__What you need to do__. For the entries that follow, restate word for word the line containing "position:relative; width:1880px; height:1652px;", the line containing "display:flex; align-items:center; gap:20px;", and every line that lies between them.

[Collected data]
• • •

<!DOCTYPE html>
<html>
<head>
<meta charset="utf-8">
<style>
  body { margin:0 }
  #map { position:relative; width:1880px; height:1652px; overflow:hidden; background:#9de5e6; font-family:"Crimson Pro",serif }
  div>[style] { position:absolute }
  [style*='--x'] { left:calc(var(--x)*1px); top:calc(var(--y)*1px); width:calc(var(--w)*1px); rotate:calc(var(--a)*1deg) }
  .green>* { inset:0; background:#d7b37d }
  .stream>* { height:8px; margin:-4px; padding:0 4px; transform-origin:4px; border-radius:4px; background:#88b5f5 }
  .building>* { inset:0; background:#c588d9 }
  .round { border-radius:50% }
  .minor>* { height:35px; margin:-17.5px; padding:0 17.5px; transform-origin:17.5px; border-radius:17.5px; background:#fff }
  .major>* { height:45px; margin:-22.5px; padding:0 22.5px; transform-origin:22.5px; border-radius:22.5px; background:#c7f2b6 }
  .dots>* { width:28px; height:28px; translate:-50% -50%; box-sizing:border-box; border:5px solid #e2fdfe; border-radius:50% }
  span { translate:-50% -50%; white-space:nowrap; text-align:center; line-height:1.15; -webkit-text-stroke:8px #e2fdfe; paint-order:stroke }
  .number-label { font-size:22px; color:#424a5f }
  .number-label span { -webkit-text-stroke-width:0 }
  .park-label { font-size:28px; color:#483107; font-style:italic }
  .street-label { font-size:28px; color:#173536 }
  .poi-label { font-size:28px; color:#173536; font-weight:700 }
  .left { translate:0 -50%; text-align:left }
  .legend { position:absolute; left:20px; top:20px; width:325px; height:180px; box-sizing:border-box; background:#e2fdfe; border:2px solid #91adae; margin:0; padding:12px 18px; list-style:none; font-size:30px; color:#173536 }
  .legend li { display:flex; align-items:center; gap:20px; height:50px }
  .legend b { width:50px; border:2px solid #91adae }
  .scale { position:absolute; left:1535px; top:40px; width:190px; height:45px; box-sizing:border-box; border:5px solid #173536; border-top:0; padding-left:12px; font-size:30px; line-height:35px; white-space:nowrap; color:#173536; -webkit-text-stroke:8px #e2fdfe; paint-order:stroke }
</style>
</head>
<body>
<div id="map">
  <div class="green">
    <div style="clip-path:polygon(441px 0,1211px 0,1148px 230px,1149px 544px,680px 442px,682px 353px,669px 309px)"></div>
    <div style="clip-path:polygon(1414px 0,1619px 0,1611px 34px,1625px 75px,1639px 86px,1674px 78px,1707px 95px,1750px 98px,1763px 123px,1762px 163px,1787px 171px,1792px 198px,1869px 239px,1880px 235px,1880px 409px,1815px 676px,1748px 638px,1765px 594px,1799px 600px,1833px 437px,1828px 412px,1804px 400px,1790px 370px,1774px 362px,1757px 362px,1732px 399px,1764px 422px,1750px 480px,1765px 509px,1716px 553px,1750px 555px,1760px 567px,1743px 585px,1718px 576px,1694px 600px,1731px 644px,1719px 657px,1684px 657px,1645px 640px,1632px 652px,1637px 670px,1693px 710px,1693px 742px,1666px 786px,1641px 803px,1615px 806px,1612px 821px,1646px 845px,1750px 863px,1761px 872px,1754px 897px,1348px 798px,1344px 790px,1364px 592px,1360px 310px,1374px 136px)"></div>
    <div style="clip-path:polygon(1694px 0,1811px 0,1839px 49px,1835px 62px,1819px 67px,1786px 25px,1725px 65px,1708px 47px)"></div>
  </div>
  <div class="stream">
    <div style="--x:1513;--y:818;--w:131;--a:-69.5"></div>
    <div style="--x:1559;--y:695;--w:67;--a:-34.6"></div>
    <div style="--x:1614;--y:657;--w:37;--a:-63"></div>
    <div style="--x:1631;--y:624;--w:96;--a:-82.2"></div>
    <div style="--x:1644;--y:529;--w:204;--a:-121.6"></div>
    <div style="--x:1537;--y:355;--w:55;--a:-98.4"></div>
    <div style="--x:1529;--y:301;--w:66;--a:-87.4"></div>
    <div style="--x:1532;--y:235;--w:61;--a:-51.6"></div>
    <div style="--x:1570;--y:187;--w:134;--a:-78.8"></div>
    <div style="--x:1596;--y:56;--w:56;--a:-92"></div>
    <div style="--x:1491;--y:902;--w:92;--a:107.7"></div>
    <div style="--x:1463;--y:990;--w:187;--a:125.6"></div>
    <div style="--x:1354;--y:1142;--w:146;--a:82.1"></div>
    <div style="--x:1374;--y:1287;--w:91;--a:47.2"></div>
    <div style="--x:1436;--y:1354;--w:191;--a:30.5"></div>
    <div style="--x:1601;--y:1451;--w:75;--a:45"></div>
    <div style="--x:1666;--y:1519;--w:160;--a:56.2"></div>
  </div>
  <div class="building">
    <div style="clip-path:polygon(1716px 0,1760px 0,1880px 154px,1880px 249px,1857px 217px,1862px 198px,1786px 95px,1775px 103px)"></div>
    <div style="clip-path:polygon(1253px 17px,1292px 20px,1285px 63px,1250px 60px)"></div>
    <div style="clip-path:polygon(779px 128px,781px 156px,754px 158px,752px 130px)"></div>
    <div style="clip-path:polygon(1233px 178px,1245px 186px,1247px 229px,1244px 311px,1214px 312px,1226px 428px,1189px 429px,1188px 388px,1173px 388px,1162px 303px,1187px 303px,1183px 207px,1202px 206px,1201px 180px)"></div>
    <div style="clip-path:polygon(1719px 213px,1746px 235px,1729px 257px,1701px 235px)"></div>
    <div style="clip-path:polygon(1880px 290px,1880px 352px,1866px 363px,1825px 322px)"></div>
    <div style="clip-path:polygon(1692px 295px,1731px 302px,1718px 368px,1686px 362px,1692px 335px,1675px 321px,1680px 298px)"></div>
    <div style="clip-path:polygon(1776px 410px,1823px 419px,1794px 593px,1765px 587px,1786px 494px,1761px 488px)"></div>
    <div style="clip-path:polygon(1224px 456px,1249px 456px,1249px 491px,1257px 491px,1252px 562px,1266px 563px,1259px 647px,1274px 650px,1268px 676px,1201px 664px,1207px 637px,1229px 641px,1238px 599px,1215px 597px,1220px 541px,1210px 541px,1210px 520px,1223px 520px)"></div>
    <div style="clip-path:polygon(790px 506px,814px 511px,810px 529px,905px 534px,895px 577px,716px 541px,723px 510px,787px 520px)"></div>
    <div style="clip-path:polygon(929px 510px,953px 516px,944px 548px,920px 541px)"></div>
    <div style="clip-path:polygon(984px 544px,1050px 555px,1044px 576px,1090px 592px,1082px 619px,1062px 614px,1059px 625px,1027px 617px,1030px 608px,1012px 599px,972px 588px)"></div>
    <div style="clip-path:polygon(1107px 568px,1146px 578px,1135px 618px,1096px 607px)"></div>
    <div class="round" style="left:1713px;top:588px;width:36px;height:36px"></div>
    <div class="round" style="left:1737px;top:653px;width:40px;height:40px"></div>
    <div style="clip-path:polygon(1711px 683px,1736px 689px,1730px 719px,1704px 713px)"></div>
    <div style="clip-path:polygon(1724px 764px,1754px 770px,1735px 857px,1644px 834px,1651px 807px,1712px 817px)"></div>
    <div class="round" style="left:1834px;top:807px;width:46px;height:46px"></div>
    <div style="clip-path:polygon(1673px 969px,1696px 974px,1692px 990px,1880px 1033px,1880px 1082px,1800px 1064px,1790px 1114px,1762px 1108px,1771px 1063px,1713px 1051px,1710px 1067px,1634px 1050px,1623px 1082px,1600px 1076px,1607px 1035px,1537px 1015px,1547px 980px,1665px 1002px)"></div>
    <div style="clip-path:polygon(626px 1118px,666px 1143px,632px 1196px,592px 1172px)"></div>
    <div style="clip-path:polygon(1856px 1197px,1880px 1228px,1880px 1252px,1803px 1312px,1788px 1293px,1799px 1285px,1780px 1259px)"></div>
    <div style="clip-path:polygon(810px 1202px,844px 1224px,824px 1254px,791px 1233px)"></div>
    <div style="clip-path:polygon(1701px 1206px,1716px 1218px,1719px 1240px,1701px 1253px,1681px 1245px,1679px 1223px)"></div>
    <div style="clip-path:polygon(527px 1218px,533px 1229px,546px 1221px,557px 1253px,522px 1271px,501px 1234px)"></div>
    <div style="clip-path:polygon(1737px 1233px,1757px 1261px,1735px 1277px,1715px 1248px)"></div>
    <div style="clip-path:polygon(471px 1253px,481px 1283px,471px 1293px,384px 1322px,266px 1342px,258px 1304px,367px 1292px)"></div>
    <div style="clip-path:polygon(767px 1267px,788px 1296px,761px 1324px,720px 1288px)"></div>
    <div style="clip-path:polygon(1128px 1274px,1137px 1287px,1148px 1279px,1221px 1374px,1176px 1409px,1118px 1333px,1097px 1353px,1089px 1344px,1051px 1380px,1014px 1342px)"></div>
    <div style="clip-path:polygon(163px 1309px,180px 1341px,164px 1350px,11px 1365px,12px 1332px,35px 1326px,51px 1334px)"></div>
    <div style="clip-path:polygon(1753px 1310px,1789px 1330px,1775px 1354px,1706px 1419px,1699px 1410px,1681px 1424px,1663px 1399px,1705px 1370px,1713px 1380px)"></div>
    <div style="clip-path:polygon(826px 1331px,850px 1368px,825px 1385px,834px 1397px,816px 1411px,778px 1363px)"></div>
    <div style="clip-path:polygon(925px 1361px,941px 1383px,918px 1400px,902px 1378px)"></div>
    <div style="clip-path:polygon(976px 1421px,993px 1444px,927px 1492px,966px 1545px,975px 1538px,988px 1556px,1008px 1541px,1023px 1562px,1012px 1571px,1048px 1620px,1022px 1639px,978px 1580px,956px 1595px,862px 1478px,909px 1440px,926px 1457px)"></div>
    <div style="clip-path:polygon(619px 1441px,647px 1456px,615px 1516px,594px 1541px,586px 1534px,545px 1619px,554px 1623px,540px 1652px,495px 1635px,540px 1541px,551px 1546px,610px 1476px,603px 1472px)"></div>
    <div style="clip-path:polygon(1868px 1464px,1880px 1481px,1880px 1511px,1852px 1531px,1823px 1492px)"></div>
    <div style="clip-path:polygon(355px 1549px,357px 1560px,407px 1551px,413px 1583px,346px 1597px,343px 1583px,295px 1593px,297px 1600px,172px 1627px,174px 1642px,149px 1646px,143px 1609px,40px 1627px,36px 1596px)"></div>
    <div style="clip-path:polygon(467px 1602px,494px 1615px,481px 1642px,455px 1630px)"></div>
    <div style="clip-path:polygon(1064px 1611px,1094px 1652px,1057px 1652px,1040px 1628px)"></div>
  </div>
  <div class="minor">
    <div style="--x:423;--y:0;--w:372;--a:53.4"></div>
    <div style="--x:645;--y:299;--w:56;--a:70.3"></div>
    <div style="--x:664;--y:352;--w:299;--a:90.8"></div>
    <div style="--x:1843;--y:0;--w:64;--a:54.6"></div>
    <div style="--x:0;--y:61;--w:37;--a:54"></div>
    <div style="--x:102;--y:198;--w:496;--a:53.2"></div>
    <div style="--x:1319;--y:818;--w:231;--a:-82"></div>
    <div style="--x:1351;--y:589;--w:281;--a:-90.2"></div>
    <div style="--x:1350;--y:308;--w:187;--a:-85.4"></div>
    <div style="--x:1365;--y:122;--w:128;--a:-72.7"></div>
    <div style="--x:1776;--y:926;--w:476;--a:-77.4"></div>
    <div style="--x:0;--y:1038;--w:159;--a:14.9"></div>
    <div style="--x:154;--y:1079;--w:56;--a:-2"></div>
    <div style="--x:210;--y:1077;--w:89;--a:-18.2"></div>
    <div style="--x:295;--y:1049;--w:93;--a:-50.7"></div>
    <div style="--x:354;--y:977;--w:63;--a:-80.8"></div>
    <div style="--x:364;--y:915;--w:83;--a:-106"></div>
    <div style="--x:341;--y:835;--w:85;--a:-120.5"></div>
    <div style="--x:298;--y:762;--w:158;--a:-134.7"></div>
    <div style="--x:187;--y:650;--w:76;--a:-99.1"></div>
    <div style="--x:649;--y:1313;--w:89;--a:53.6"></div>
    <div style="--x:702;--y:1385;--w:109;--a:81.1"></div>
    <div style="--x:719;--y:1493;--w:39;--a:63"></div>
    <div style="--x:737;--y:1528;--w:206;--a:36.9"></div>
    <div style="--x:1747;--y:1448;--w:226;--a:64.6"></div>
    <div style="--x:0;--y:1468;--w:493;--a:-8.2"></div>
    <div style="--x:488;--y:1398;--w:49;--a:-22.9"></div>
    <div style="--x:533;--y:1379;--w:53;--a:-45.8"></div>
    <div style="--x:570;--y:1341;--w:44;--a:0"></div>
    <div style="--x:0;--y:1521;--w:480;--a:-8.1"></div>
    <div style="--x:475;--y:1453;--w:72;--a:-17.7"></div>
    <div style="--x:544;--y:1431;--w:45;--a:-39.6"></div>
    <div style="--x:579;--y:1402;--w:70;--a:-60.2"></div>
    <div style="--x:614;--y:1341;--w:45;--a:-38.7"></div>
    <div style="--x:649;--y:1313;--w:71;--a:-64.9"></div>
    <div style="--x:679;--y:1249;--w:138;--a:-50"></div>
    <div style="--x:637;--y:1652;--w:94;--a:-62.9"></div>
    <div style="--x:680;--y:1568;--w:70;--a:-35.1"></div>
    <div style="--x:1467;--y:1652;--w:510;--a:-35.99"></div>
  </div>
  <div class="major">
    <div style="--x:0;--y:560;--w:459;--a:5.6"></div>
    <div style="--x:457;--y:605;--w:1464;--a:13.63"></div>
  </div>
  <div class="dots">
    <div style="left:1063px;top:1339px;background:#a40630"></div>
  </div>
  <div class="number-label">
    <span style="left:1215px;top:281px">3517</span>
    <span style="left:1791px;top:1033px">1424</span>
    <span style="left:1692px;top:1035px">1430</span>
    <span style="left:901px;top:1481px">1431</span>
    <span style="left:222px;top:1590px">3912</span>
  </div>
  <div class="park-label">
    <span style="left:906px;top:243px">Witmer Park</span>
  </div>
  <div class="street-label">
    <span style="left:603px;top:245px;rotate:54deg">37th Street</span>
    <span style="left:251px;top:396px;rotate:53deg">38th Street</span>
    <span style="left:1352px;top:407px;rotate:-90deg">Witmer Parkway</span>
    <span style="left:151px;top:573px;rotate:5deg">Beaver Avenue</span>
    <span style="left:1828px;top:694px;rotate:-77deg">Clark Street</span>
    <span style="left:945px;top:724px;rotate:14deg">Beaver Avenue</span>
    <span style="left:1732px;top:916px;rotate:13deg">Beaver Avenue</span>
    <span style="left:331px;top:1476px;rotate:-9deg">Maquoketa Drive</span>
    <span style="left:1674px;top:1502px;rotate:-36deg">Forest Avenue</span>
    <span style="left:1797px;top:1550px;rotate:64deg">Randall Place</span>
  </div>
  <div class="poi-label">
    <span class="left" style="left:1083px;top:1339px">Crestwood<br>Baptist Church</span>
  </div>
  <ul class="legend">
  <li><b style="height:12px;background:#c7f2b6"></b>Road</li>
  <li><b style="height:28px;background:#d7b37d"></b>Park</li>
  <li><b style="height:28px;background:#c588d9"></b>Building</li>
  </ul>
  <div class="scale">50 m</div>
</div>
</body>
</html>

• • •

__Exercise output__.
  #map { position:relative; width:1880px; height:1652px; overflow:hidden; background:#9de5e6; font-family:"Crimson Pro",serif }
  div>[style] { position:absolute }
  [style*='--x'] { left:calc(var(--x)*1px); top:calc(var(--y)*1px); width:calc(var(--w)*1px); rotate:calc(var(--a)*1deg) }
  .green>* { inset:0; background:#d7b37d }
  .stream>* { height:8px; margin:-4px; padding:0 4px; transform-origin:4px; border-radius:4px; background:#88b5f5 }
  .building>* { inset:0; background:#c588d9 }
  .round { border-radius:50% }
  .minor>* { height:35px; margin:-17.5px; padding:0 17.5px; transform-origin:17.5px; border-radius:17.5px; background:#fff }
  .major>* { height:45px; margin:-22.5px; padding:0 22.5px; transform-origin:22.5px; border-radius:22.5px; background:#c7f2b6 }
  .dots>* { width:28px; height:28px; translate:-50% -50%; box-sizing:border-box; border:5px solid #e2fdfe; border-radius:50% }
  span { translate:-50% -50%; white-space:nowrap; text-align:center; line-height:1.15; -webkit-text-stroke:8px #e2fdfe; paint-order:stroke }
  .number-label { font-size:22px; color:#424a5f }
  .number-label span { -webkit-text-stroke-width:0 }
  .park-label { font-size:28px; color:#483107; font-style:italic }
  .street-label { font-size:28px; color:#173536 }
  .poi-label { font-size:28px; color:#173536; font-weight:700 }
  .left { translate:0 -50%; text-align:left }
  .legend { position:absolute; left:20px; top:20px; width:325px; height:180px; box-sizing:border-box; background:#e2fdfe; border:2px solid #91adae; margin:0; padding:12px 18px; list-style:none; font-size:30px; color:#173536 }
  .legend li { display:flex; align-items:center; gap:20px; height:50px }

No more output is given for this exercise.